The ECP is a retirement saving programme, which assumes that all funds are withdrawn after the participant reaches the age of 60. The withdrawal process is divided into stages. 25% of the accumulated funds will be withdrawn at one time, and the remaining 75% - in monthly instalments during the following 10 years. This form of withdrawal after reaching the age of 60 will not entail any additional costs or taxation.

An employee who, after receiving 25% of the accumulated funds, wishes to withdraw the remaining 75% in fewer instalments or all at once, will have to pay a tax charge.

What if I would like to withdraw my money earlier?

As participation in the ECP is not mandatory, the funds can be withdrawn at any moment, but this will entail additional charges. If the money is withdrawn before reaching the age of 60, the amount will be reduced by:

  • the surcharge from the state
  • capital gains tax
  • 30% of the amount paid by the employer, which will be transferred to the Social Insurance Institution as the employee’s pension contribution

The funds can be withdrawn without the deductions in exceptional situations, such as:

  • serious illness of the ECP participant, his or her spouse or child (up to 25% of the accumulated funds, with no return obligation)
  • for people under the age of 45 – to cover residential mortgage down payment, for buying a flat of building a house (up to 100% of the accumulated funds, with a 15-year return obligation)

What will happen to the accumulated funds if the participant dies before the age of 60?

The funds accumulated in the ECP are fully inherited pursuant to the general rules of the Polish inheritance law. The beneficiaries can also be appointed by submitting the relevant decision to the investment fund.

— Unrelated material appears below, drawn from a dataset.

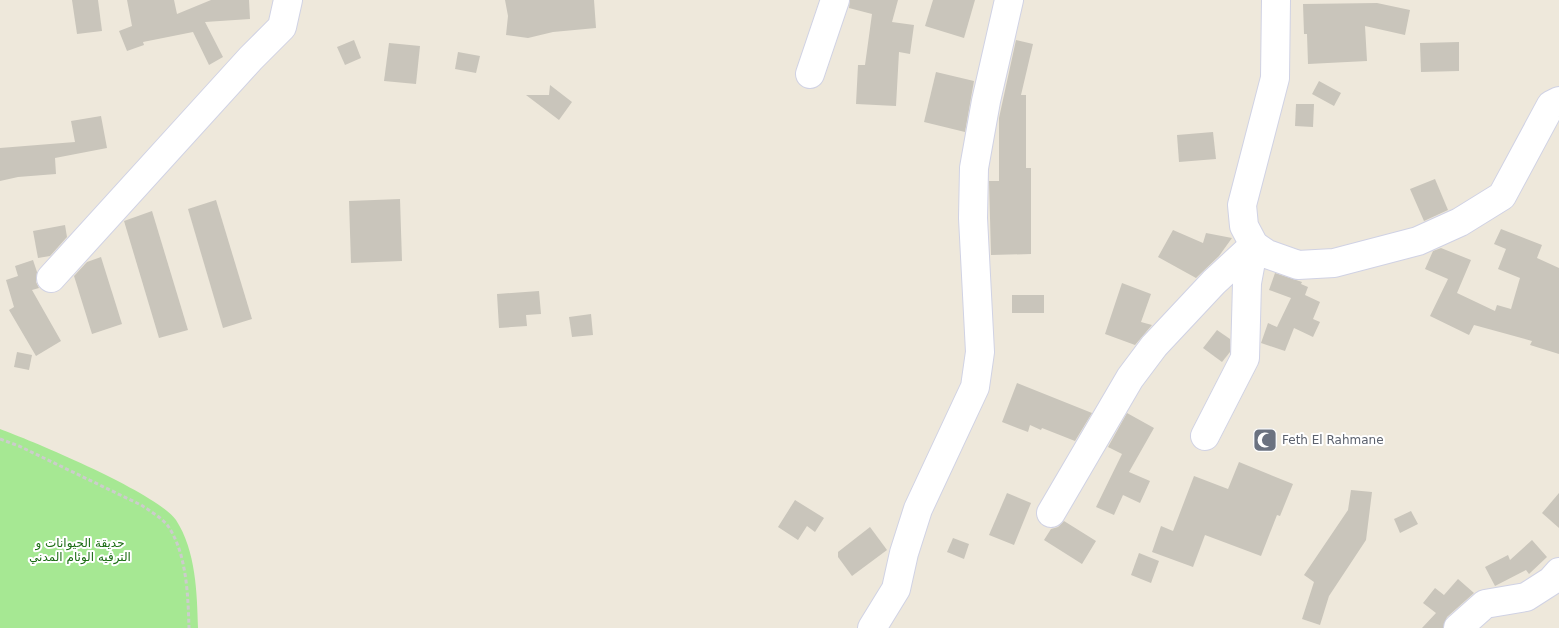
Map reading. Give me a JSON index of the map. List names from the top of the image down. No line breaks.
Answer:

Will I be able to check the balance of my account?

After joining the ECP, the investment fund will contact every participant providing him or her with the login and password to the system, enabling the participant to check the account balance, check how the funds are invested or, possibly, request changes in one’s personal data or investments.

What if I have already been enrolled in the ECP by my previous employer?

If a new employee was or is the ECP participant as part of another employment, he or she may transfer the previously accumulated funds to one specific investment fund of the selected employer or leave the money at two different investment funds and continue gathering them in two different accounts.